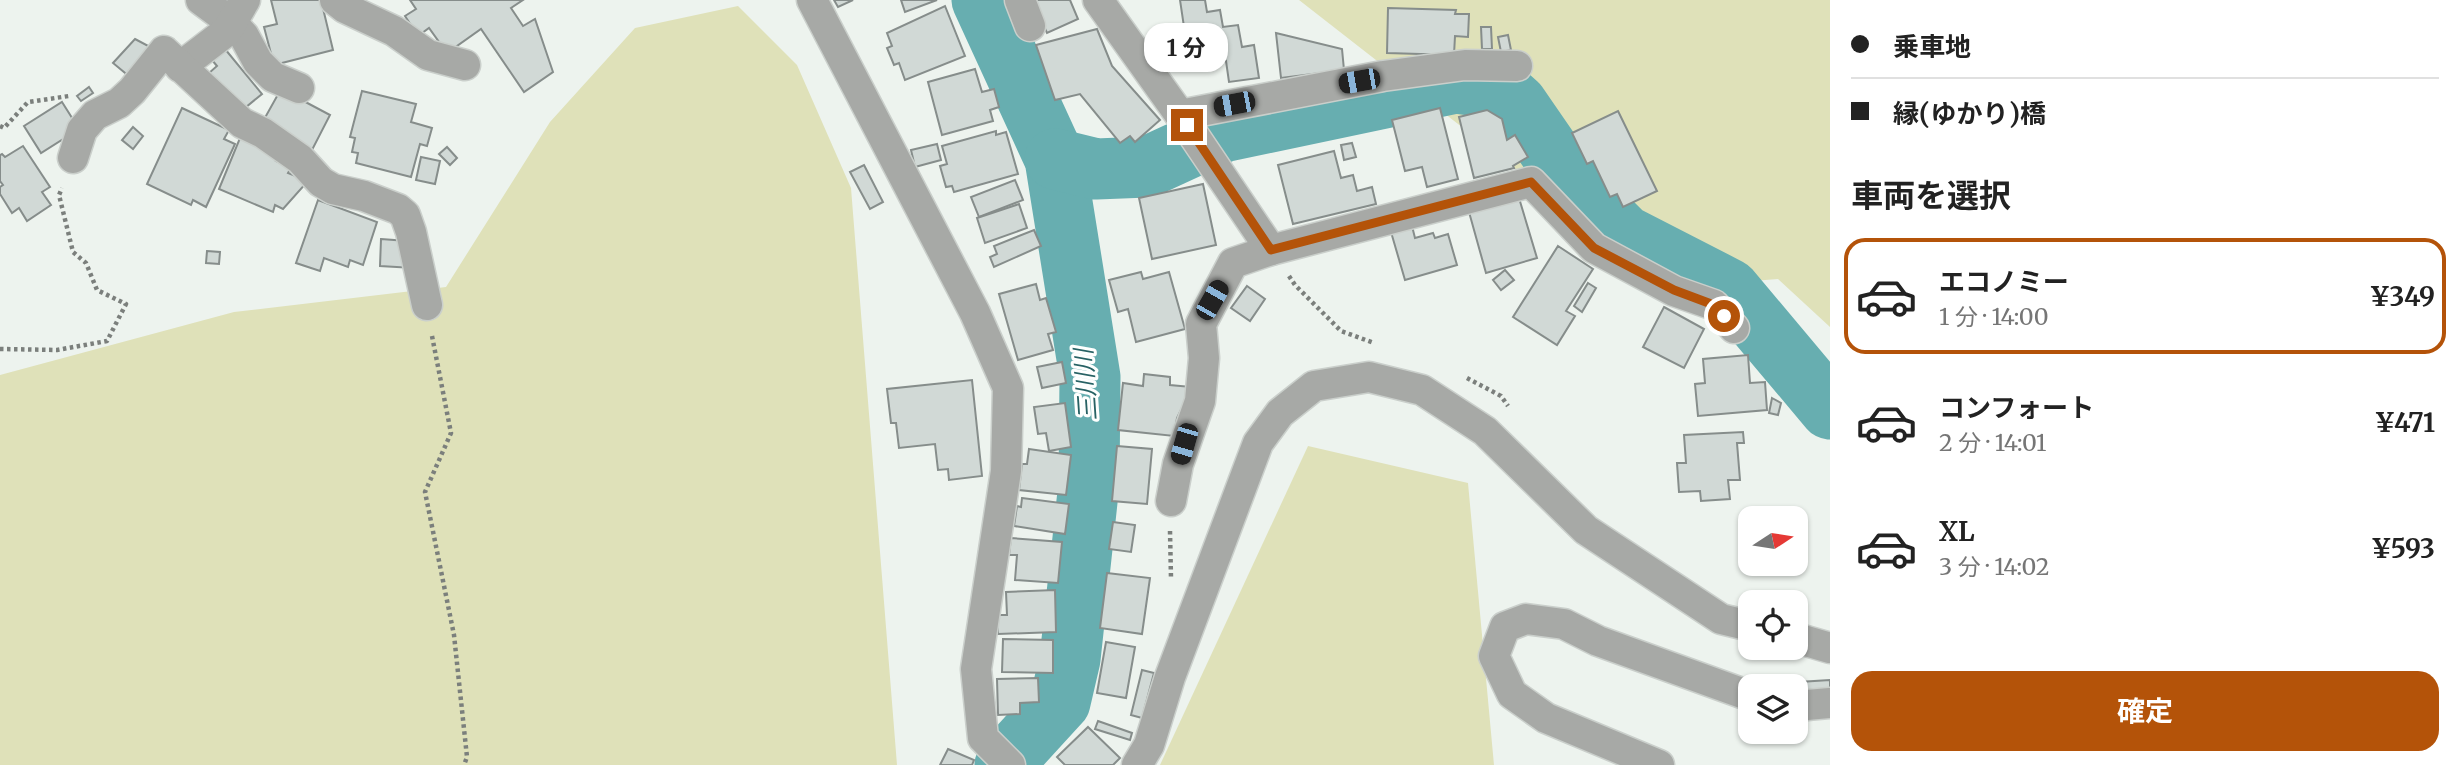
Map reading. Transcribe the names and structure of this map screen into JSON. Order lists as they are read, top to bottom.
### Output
{
  "water": ["三川川"],
  "north": "right",
  "page": {
    "banner": ["乗車地", "縁(ゆかり)橋"],
    "bubble": "1 分",
    "heading": "車両を選択",
    "list": [
      {
        "name": "エコノミー",
        "note": "1 分 · 14:00",
        "value": "¥349"
      },
      {
        "name": "コンフォート",
        "note": "2 分 · 14:01",
        "value": "¥471"
      },
      {
        "name": "XL",
        "note": "3 分 · 14:02",
        "value": "¥593"
      }
    ],
    "buttons": "確定"
  }
}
- - - - - - -
> DESCRIPTION OF THE TASK
No picture belongs in the answer; the rest of the records must be repeated exactly.

> EXERCISE RESULT
Map reading. Transcribe the names and structure of this map screen into JSON. Order lists as they are read, top to bottom.
### Output
{
  "water": ["三川川"],
  "north": "right",
  "page": {
    "banner": ["乗車地", "縁(ゆかり)橋"],
    "bubble": "1 分",
    "heading": "車両を選択",
    "list": [
      {
        "name": "エコノミー",
        "note": "1 分 · 14:00",
        "value": "¥349"
      },
      {
        "name": "コンフォート",
        "note": "2 分 · 14:01",
        "value": "¥471"
      },
      {
        "name": "XL",
        "note": "3 分 · 14:02",
        "value": "¥593"
      }
    ],
    "buttons": "確定"
  }
}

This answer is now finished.